[[ Given data open ]]

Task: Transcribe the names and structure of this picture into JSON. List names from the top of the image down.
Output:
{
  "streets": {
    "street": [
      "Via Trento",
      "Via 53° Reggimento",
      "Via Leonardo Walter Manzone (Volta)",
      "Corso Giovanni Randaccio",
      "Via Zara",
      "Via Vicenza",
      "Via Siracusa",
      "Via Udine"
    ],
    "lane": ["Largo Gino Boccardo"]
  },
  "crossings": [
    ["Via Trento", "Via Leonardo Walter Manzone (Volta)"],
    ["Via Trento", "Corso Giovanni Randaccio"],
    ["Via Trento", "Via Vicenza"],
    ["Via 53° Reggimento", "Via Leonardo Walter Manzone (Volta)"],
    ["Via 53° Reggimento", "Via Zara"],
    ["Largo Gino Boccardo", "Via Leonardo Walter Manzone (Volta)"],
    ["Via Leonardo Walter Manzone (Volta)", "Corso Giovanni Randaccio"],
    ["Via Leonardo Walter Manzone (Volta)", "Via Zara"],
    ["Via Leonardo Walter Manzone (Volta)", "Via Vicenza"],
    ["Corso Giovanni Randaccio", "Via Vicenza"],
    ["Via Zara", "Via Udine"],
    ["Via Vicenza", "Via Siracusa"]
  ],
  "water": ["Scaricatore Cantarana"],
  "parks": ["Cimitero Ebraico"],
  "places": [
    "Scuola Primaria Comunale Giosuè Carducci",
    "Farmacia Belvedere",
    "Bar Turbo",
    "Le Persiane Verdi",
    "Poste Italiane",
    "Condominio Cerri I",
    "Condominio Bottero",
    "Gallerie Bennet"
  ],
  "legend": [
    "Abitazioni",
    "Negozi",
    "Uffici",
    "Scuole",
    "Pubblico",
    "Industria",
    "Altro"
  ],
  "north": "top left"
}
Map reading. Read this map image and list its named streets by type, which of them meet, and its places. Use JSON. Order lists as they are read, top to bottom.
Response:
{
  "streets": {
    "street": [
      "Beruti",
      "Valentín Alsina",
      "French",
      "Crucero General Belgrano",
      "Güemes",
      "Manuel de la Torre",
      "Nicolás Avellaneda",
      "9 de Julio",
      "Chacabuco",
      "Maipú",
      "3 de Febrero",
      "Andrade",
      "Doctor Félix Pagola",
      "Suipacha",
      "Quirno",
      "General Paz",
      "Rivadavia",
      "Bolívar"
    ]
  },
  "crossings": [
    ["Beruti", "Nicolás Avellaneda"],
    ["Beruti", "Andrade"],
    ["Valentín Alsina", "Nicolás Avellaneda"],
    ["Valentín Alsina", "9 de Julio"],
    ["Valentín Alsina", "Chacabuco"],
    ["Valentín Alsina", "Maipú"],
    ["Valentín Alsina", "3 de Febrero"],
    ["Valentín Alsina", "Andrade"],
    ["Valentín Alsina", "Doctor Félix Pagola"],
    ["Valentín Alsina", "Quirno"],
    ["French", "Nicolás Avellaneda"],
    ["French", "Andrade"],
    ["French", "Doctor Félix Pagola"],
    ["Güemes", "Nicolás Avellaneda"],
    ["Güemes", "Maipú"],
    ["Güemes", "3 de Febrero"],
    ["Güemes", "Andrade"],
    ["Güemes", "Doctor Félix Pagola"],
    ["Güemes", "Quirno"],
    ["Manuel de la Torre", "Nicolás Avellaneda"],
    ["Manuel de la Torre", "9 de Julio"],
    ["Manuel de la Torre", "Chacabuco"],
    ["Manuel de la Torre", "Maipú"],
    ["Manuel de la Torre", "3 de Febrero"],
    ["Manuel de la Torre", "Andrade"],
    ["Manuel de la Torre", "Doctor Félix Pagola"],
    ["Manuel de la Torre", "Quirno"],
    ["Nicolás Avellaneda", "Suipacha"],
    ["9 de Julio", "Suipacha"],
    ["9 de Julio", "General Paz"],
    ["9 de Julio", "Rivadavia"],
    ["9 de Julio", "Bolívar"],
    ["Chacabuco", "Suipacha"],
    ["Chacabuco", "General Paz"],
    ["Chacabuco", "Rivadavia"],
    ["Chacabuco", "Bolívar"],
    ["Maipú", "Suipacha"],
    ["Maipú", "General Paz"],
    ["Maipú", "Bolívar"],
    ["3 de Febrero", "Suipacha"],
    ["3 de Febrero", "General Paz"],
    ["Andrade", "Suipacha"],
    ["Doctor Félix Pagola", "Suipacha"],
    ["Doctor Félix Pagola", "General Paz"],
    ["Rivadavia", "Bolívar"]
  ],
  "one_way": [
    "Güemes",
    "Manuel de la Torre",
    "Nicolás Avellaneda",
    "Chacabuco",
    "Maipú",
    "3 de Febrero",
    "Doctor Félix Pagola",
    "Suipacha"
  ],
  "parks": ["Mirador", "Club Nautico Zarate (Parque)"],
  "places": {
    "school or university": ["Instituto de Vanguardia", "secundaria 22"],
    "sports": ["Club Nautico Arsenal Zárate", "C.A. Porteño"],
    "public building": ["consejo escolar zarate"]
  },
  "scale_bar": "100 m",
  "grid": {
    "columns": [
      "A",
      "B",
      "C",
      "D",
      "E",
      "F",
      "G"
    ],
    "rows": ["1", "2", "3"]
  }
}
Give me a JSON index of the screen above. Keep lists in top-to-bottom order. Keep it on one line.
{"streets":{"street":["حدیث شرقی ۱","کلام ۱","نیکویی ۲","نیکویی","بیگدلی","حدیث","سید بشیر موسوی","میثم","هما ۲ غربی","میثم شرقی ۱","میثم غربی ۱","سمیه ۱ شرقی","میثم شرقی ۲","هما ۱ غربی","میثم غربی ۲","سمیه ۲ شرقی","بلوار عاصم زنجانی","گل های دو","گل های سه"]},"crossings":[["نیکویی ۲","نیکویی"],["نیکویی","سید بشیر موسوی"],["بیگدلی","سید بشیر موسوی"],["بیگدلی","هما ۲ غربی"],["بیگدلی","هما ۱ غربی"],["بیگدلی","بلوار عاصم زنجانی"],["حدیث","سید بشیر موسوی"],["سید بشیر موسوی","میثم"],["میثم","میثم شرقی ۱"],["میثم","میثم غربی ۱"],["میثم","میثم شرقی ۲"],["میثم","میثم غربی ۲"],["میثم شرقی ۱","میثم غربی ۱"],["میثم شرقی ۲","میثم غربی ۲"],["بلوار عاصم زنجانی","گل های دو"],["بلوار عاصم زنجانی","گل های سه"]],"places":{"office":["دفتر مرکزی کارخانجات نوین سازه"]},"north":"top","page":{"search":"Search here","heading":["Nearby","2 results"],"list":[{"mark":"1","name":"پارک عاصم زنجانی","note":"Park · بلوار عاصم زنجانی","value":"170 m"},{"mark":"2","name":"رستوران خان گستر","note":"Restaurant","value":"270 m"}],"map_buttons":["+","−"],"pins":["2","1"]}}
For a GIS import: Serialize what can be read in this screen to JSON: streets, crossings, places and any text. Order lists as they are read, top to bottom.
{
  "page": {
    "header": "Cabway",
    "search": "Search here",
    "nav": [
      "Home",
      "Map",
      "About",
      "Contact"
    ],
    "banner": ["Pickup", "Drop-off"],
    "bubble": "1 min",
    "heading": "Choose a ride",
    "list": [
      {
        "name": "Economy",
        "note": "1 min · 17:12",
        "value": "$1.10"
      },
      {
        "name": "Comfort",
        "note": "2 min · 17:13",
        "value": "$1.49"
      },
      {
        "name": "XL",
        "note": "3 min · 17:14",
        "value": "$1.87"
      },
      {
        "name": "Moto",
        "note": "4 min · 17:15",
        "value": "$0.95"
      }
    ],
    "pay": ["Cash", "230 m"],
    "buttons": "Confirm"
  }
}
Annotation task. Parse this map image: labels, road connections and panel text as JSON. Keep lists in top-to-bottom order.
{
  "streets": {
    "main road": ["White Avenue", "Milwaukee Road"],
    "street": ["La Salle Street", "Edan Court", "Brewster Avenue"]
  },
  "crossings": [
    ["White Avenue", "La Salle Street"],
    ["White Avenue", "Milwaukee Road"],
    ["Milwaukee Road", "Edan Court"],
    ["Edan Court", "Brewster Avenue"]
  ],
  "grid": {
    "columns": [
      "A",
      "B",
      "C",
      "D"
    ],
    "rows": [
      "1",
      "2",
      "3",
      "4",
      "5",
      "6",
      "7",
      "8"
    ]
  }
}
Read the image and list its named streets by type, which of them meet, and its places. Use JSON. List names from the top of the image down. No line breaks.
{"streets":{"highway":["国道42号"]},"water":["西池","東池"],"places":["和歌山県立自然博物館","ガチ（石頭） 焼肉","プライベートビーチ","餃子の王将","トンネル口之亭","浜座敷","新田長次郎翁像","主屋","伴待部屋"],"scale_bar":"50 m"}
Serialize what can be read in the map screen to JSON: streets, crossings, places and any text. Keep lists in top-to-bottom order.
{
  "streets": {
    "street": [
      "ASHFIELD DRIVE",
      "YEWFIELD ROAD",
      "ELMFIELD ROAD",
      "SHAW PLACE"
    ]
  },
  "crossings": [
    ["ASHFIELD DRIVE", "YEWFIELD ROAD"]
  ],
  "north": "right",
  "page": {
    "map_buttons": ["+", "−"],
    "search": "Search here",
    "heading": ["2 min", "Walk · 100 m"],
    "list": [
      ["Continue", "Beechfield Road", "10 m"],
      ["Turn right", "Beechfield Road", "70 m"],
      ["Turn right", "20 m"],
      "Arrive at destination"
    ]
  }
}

[[ Given data closed ]]

Directions → Among the records, find every line holding the word "Walter" and copy it.

Task answer →
      "Via Leonardo Walter Manzone (Volta)",
    ["Via Trento", "Via Leonardo Walter Manzone (Volta)"],
    ["Via 53° Reggimento", "Via Leonardo Walter Manzone (Volta)"],
    ["Largo Gino Boccardo", "Via Leonardo Walter Manzone (Volta)"],
    ["Via Leonardo Walter Manzone (Volta)", "Corso Giovanni Randaccio"],
    ["Via Leonardo Walter Manzone (Volta)", "Via Zara"],
    ["Via Leonardo Walter Manzone (Volta)", "Via Vicenza"],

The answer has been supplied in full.